ST. LOUIS • The owner of the 500 North Broadway building no longer controls the structure as part of PNC Bank's effort to collect $13.8 million it provided to finance the office tower's purchase.
Occupancy and income plunged early this year at the building when the Lewis, Rice & Fingerish law firm moved two blocks to the One City Centre building, which is undergoing a $29 million renovation with the help of tax credits and loans.
Now handling day-to-day operation of 500 North Broadway is McKinley Inc., a commercial and residential property manager based in Ann Arbor, Mich. On June 24, St. Louis Circuit Judge Mark Neill appointed McKinley the building's receiver as part of PNC's suit, filed in May, to collect two loans.
Sharon Sklarov, a real estate investor from Lake Forest, Ill., bought 500 North Broadway in 2003. PNC declared its two loans in default last year and sought repayment from Sklarov and her husband, Val Sklarov, a guarantor of the loans.
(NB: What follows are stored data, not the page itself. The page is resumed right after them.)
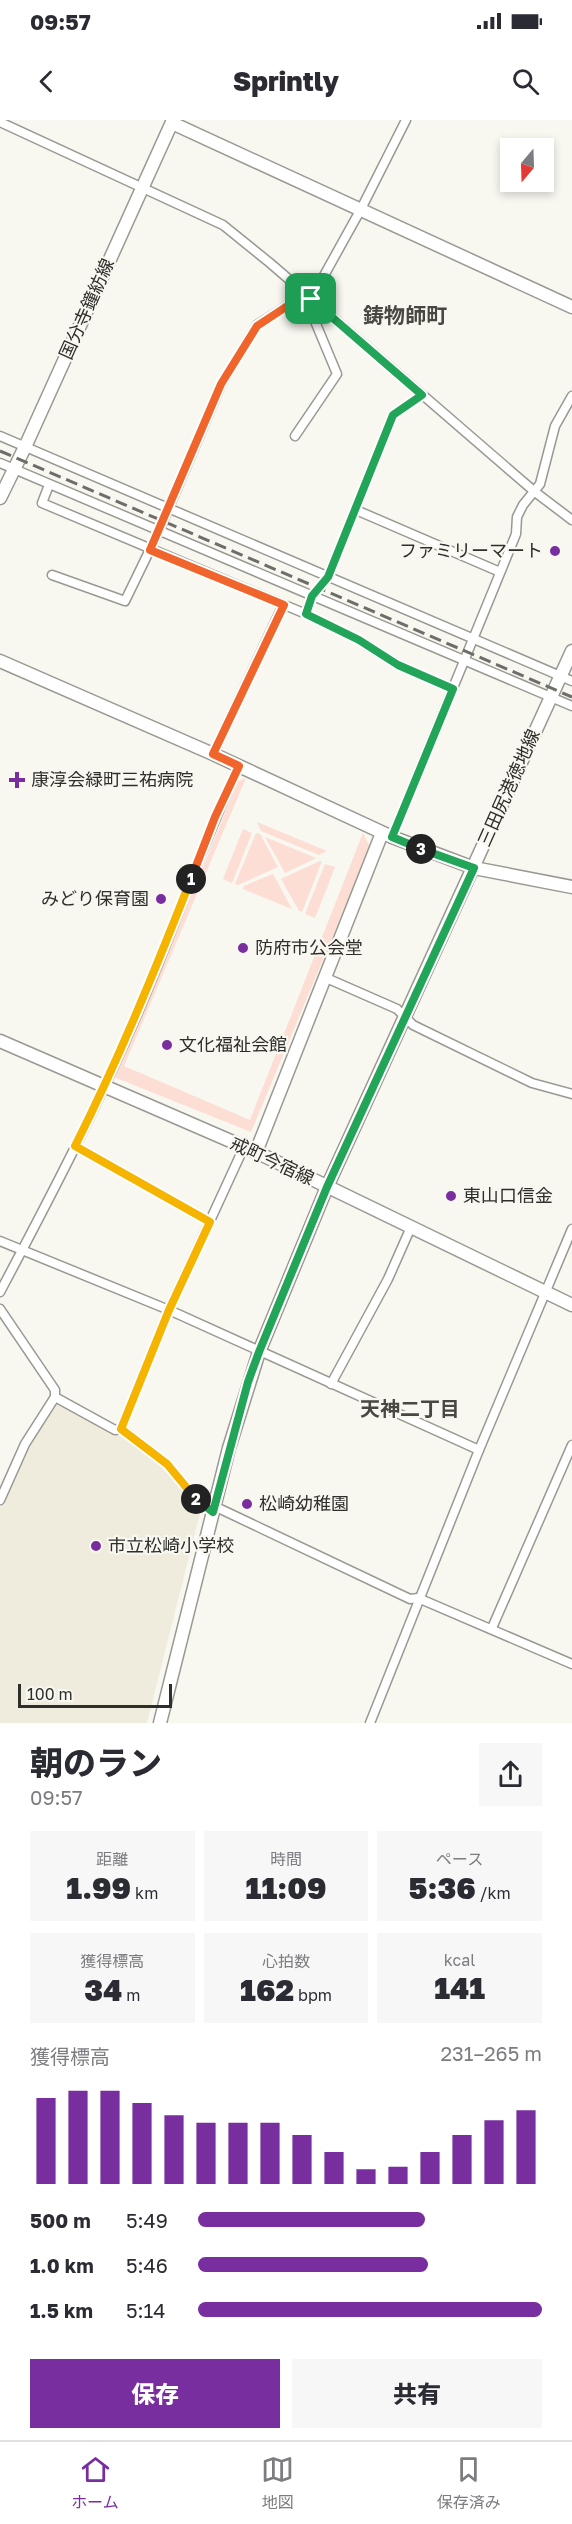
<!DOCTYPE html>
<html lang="ja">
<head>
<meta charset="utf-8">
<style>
	body { margin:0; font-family:"Golos Text","Noto Sans JP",sans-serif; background:#f7f7f7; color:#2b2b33; height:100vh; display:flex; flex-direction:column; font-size:22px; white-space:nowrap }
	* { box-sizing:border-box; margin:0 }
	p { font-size:20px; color:#7c7c81 }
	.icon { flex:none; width:33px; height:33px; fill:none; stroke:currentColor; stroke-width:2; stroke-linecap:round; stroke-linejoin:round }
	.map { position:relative; height:1603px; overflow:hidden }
	.drawer { display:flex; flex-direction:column; background:#fff; flex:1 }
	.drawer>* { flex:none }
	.needle { width:39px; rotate:199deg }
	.buttons { position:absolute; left:500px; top:18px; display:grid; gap:12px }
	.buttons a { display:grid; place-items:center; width:54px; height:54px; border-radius:0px; background:#fff; box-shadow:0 3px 9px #0003; font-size:30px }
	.scale { position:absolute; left:18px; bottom:15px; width:154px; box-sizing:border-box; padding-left:6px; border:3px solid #2e2e2b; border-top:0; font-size:16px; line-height:21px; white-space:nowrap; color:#2e2e2b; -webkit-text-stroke:4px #f8f7f0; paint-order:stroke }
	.pin { position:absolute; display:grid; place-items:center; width:51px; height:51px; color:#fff; margin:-26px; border-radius:12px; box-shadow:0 3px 9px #0006 }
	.km { position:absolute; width:30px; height:30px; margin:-15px; border-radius:50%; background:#222; color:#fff; font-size:16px; line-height:30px; text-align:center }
	.round { display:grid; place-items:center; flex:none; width:63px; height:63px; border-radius:0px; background:#f7f7f7 }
	.overview { display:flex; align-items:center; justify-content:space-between; height:102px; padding:0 30px }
	h1 { font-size:33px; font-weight:800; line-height:45px }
	.metrics { display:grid; grid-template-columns:repeat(3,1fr); gap:9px; height:102px; padding:6px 30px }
	.metrics div { display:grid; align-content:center; border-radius:0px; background:#f7f7f7; text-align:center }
	.metrics b { font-size:30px; font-weight:800 }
	.metrics small { font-size:16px; font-weight:400 }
	.metrics p { font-size:16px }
	.chart { height:168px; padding:12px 30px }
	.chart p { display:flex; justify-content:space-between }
	.chart svg { width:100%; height:108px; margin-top:6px; stroke:#792ea0; stroke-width:6 }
	.primary-button { display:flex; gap:12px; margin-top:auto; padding:12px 30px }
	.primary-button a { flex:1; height:69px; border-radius:0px; background:#792ea0; color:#fff; font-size:24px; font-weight:800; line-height:69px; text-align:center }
	.primary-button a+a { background:#f7f7f7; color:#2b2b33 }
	ul { padding:0 30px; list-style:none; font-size:20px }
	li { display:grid; grid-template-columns:96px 72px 1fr; align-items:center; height:45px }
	li i { height:15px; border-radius:8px; background:#792ea0 }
	.status { display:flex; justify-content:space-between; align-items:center; height:42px; padding:0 30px; background:#fff; direction:ltr }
	.status svg { height:16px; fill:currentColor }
	header { display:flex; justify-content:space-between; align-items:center; height:78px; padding:0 30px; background:#fff; font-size:27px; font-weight:800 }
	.tabs { display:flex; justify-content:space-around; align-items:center; height:84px; border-top:2px solid #e1e1e2; background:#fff; font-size:16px; color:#7c7c81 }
	.tabs a { display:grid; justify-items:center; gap:3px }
	.tabs .active { color:#792ea0 }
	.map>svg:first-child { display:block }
	.built { fill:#efecde }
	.grass { fill:#fdded4 }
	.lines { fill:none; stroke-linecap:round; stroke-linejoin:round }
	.street-casing { stroke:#9a9892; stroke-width:11 }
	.secondary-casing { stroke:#9a9892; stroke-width:15 }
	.street { stroke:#fff; stroke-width:8 }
	.secondary { stroke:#fff; stroke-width:12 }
	.rail { stroke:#6e6d69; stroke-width:3; stroke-dasharray:12 6; stroke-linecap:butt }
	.split-1-casing { stroke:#fff; stroke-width:12 }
	.split-2-casing { stroke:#fff; stroke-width:12 }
	.split-3-casing { stroke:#fff; stroke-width:12 }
	.split-4-casing { stroke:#fff; stroke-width:12 }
	.split-1 { stroke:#f0652b; stroke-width:8 }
	.split-2 { stroke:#f5b400; stroke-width:8 }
	.split-3 { stroke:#22a559; stroke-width:8 }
	.split-4 { stroke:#22a559; stroke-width:8 }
	.poi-dot { fill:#792ea0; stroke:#f8f7f0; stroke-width:2 }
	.labels { text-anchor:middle; stroke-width:4.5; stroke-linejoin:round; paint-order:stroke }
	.street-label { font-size:18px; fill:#2e2e2b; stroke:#f8f7f0 }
	.poi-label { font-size:18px; fill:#2e2e2b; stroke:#f8f7f0; text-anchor:start }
	.neighbourhood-label { font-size:20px; font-weight:bold; fill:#484741; stroke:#f8f7f0 }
	.quarter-label { font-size:21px; font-weight:bold; fill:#484741; stroke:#f8f7f0 }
</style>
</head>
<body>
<div class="status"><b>09:57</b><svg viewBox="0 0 49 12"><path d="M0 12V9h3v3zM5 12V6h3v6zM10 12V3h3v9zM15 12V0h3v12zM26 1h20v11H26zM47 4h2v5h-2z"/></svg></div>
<header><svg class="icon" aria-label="back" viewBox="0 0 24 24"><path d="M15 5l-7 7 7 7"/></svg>Sprintly<svg class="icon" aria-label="search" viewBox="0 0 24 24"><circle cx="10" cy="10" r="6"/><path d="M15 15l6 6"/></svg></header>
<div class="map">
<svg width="572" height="1603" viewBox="0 0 572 1603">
	<rect width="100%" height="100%" fill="#f8f7f0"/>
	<!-- built -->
	<polygon class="built" points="57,1284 119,1316 121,1312 159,1341 193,1381 200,1393 147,1603 0,1603 0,1388 32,1320"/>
	<!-- grass -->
	<g class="grass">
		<polygon points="246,658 124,946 250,1000 363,713 370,727 251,1012 114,957 149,880 238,661"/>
		<polygon points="257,702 327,731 319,735 261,711"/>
		<polygon points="243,709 252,713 232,763 223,759"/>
		<polygon points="256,713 260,714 278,747 238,765 235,764"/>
		<polygon points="265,717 316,738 285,753"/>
		<polygon points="320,741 322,741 302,792 299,791 281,759"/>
		<polygon points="325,744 335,747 315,798 305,794"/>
		<polygon points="273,754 292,789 243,769 244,766"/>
	</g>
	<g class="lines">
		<defs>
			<g id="street">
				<polyline points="0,2 223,105 270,143 535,372 572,400"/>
				<polyline points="311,179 361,89 406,0"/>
				<polyline points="0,316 572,561"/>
				<polyline points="295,316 337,254 304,175"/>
				<polyline points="0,343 572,586"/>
				<polyline points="49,365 42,383 306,494 359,520 398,545 453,569"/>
				<polyline points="356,390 500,452"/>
				<polyline points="52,455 125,481 159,411 221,265 257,205 304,175"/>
				<polyline points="306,494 312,476 328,457 393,295 422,275"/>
				<polyline points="213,634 283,485"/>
				<polyline points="392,717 516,414 517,397 523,385 540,364 555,306 572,276"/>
				<polyline points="324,857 397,889 413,905 532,963 572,974"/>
				<polyline points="75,1026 210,1102"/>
				<polyline points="0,1121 169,1190 479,1330"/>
				<path d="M0,1172C51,1076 102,978 144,878C177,801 203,722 239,646"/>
				<polyline points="0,1189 55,1270 55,1277 25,1324 0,1380"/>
				<polyline points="331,1264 388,1159 411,1107"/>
				<polyline points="55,1277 115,1310 121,1309 167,1344 194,1377 213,1392"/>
				<polyline points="121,1309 169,1190 244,1027"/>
				<polyline points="214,1386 410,1479 418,1478 572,1544"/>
				<polyline points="492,1508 572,1325"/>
				<polyline points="370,1603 479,1330 572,1109"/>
			</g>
			<g id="secondary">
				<polyline points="172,3 572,187"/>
				<polyline points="0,378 25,327 173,0"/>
				<polyline points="0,541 213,634 392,717 474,748 572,767"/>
				<polyline points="0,921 256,1032 572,1185"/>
				<polyline points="256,1032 382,713"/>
				<polyline points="160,1603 229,1328 259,1232 327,1067 572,531"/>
			</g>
		</defs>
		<!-- street casing -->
		<use href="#street" class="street-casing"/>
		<!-- secondary casing -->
		<use href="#secondary" class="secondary-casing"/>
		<!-- street -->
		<use href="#street" class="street"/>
		<!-- secondary -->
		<use href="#secondary" class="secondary"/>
		<!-- rail -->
		<polyline class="rail" points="0,331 572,577"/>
	</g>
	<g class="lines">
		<defs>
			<polyline id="split-1" points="191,759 215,697 239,646 213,634 284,485 150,430 221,264 257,206 304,175 311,179"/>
			<path id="split-2" d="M191,759C155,850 119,939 75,1026L210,1102L169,1190L121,1309L167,1344L196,1379"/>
			<polyline id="split-3" points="196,1379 213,1392 248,1262 259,1232 327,1067 474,748 421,729"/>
			<polyline id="split-4" points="311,179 422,275 393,295 328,457 312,476 306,494 359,520 398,545 453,569 392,717 421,729"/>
		</defs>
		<!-- split-1 casing -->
		<use href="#split-1" class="split-1-casing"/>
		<!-- split-2 casing -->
		<use href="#split-2" class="split-2-casing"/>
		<!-- split-3 casing -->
		<use href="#split-3" class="split-3-casing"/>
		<!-- split-4 casing -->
		<use href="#split-4" class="split-4-casing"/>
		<!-- split-1 -->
		<use href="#split-1" class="split-1"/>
		<!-- split-2 -->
		<use href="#split-2" class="split-2"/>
		<!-- split-3 -->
		<use href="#split-3" class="split-3"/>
		<!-- split-4 -->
		<use href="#split-4" class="split-4"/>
	</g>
	<!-- markers -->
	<g class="poi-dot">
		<circle cx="555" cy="431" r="6"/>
		<path d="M14 651h6v6h6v6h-6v6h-6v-6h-6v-6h6z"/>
		<circle cx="161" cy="779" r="6"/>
		<circle cx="243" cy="828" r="6"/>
		<circle cx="167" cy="925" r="6"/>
		<circle cx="451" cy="1076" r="6"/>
		<circle cx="247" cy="1384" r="6"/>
		<circle cx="96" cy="1426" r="6"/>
	</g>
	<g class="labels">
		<!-- street labels -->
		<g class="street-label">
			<text transform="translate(87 189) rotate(-66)" y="6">国分寺鐘紡線</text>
			<text transform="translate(509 668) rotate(-66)" y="6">三田尻港徳地線</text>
			<text transform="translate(272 1041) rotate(25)" y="6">戒町今宿線</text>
		</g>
		<!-- poi labels -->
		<g class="poi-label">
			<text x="543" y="437" text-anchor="end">ファミリーマート</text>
			<text x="31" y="666">康淳会緑町三祐病院</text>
			<text x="149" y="785" text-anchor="end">みどり保育園</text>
			<text x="255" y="834">防府市公会堂</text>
			<text x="179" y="931">文化福祉会館</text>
			<text x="463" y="1082">東山口信金</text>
			<text x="259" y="1390">松崎幼稚園</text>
			<text x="108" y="1432">市立松崎小学校</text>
		</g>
		<!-- neighbourhood labels -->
		<g class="neighbourhood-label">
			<text x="410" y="1296">天神二丁目</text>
		</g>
		<!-- quarter labels -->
		<g class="quarter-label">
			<text x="405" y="203">鋳物師町</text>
		</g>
	</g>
</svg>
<div class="buttons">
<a><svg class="needle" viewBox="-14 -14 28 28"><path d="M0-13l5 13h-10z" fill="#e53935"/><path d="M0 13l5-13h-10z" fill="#7c7c81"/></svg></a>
</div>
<div class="scale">100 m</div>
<div class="pin" style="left:311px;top:179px;background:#1e9e55"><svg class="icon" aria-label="arrive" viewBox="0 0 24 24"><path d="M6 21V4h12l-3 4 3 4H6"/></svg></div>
<b class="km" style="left:191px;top:759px">1</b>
<b class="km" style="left:196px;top:1379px">2</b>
<b class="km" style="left:421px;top:729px">3</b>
</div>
<section class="drawer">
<div class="overview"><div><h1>朝のラン</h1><p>09:57</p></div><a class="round"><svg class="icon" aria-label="share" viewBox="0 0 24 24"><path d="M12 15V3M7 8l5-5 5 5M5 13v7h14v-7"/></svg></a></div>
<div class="metrics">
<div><p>距離</p><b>1.99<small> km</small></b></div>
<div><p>時間</p><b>11:09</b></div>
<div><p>ペース</p><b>5:36<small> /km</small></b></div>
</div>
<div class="metrics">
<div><p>獲得標高</p><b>34<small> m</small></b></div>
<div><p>心拍数</p><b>162<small> bpm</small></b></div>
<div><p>kcal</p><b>141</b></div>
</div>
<div class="chart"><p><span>獲得標高</span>231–265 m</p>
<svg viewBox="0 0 160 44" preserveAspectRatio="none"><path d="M5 44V9M15 44V6M25 44V6M35 44V11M45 44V16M55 44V19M65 44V19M75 44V19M85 44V24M95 44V31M105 44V38M115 44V37M125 44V31M135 44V24M145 44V18M155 44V14"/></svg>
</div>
<ul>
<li><b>500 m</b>5:49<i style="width:66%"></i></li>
<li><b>1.0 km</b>5:46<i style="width:67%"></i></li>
<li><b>1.5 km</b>5:14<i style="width:100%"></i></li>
</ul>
<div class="primary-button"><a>保存</a><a>共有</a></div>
</section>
<nav class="tabs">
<a class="active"><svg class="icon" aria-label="home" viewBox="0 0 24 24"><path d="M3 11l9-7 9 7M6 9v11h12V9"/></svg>ホーム</a>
<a><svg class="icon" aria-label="map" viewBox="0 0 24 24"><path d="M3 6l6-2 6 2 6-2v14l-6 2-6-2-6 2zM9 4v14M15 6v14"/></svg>地図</a>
<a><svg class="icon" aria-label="saved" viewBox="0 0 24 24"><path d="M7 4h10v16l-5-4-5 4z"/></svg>保存済み</a>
</nav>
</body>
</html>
The Sklarovs' lawyer, Steven Hamburg of Clayton, said Wednesday that PNC hampered the building's operation in November when it moved to seize $1 million in rents paid by tenants.
Public subsidies — $14.6 million in tax credits and other loans — awarded to One City Centre are hurting 500 North Broadway, a 22-story building completed in 1970, Hamburg said. "Why do you decimate one building just to build up another building?"
A PNC representatives declined to comment.
Renovating One City Centre, built in the 1980s and now called 600 Washington, is part of the publicly assisted effort to revive a critical area of downtown that has languished in recent years. The effort includes conversion to parking in much of the failed St. Louis Centre shopping mall beneath the office tower.
In November, Sharon Sklarov challenged the One City Centre loans and tax breaks by suing the St. Louis Development Corp. and the Missouri Development Finance Board. A Cole County Circuit Court judge dismissed the suit on Feb. 10.